··· Material shown

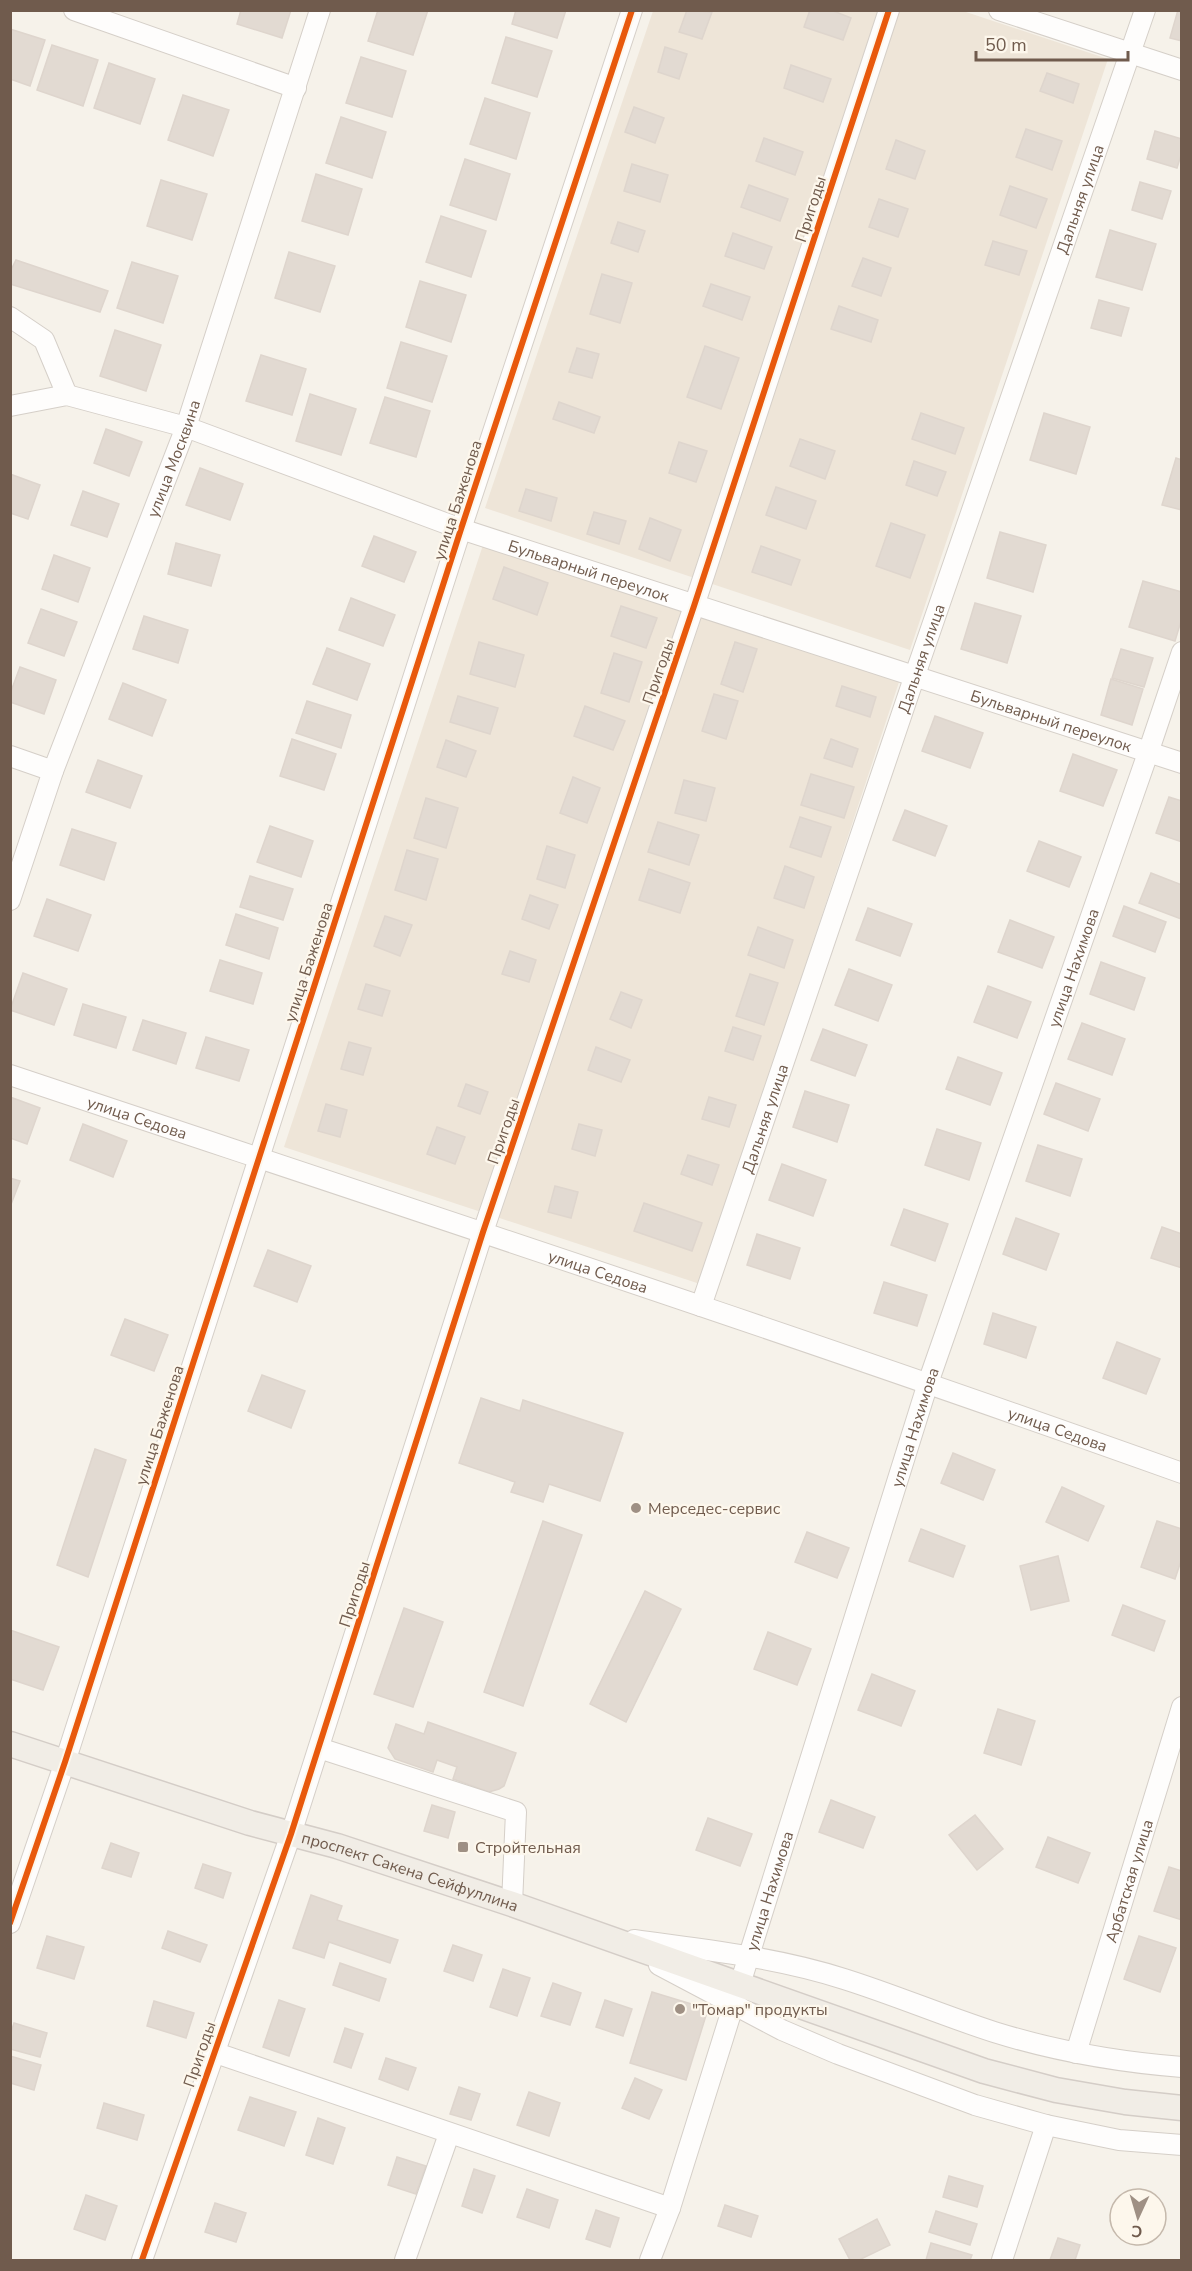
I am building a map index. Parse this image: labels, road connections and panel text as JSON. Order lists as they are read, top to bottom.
{
  "streets": {
    "main road": ["проспект Сакена Сейфуллина"],
    "street": [
      "Дальняя улица",
      "Пригоды",
      "улица Москвина",
      "улица Баженова",
      "Бульварный переулок",
      "улица Нахимова",
      "улица Седова",
      "Арбатская улица"
    ]
  },
  "crossings": [
    ["Дальняя улица", "Бульварный переулок"],
    ["Дальняя улица", "улица Седова"],
    ["Пригоды", "Бульварный переулок"],
    ["Пригоды", "улица Седова"],
    ["Пригоды", "проспект Сакена Сейфуллина"],
    ["улица Москвина", "Бульварный переулок"],
    ["улица Баженова", "Бульварный переулок"],
    ["улица Баженова", "улица Седова"],
    ["улица Баженова", "проспект Сакена Сейфуллина"],
    ["Бульварный переулок", "улица Нахимова"],
    ["улица Нахимова", "улица Седова"],
    ["улица Нахимова", "проспект Сакена Сейфуллина"]
  ],
  "places": {
    "other": ["Мерседес-сервис", "\"Томар\" продукты"],
    "transit": ["Стройтельная"]
  },
  "scale_bar": "50 m",
  "north": "bottom"
}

······

**Task instructions**
Go through the records and repeat each one exactly, skipping anything that is a picture.

**Answer to this exercise**
I am building a map index. Parse this image: labels, road connections and panel text as JSON. Order lists as they are read, top to bottom.
{
  "streets": {
    "main road": ["проспект Сакена Сейфуллина"],
    "street": [
      "Дальняя улица",
      "Пригоды",
      "улица Москвина",
      "улица Баженова",
      "Бульварный переулок",
      "улица Нахимова",
      "улица Седова",
      "Арбатская улица"
    ]
  },
  "crossings": [
    ["Дальняя улица", "Бульварный переулок"],
    ["Дальняя улица", "улица Седова"],
    ["Пригоды", "Бульварный переулок"],
    ["Пригоды", "улица Седова"],
    ["Пригоды", "проспект Сакена Сейфуллина"],
    ["улица Москвина", "Бульварный переулок"],
    ["улица Баженова", "Бульварный переулок"],
    ["улица Баженова", "улица Седова"],
    ["улица Баженова", "проспект Сакена Сейфуллина"],
    ["Бульварный переулок", "улица Нахимова"],
    ["улица Нахимова", "улица Седова"],
    ["улица Нахимова", "проспект Сакена Сейфуллина"]
  ],
  "places": {
    "other": ["Мерседес-сервис", "\"Томар\" продукты"],
    "transit": ["Стройтельная"]
  },
  "scale_bar": "50 m",
  "north": "bottom"
}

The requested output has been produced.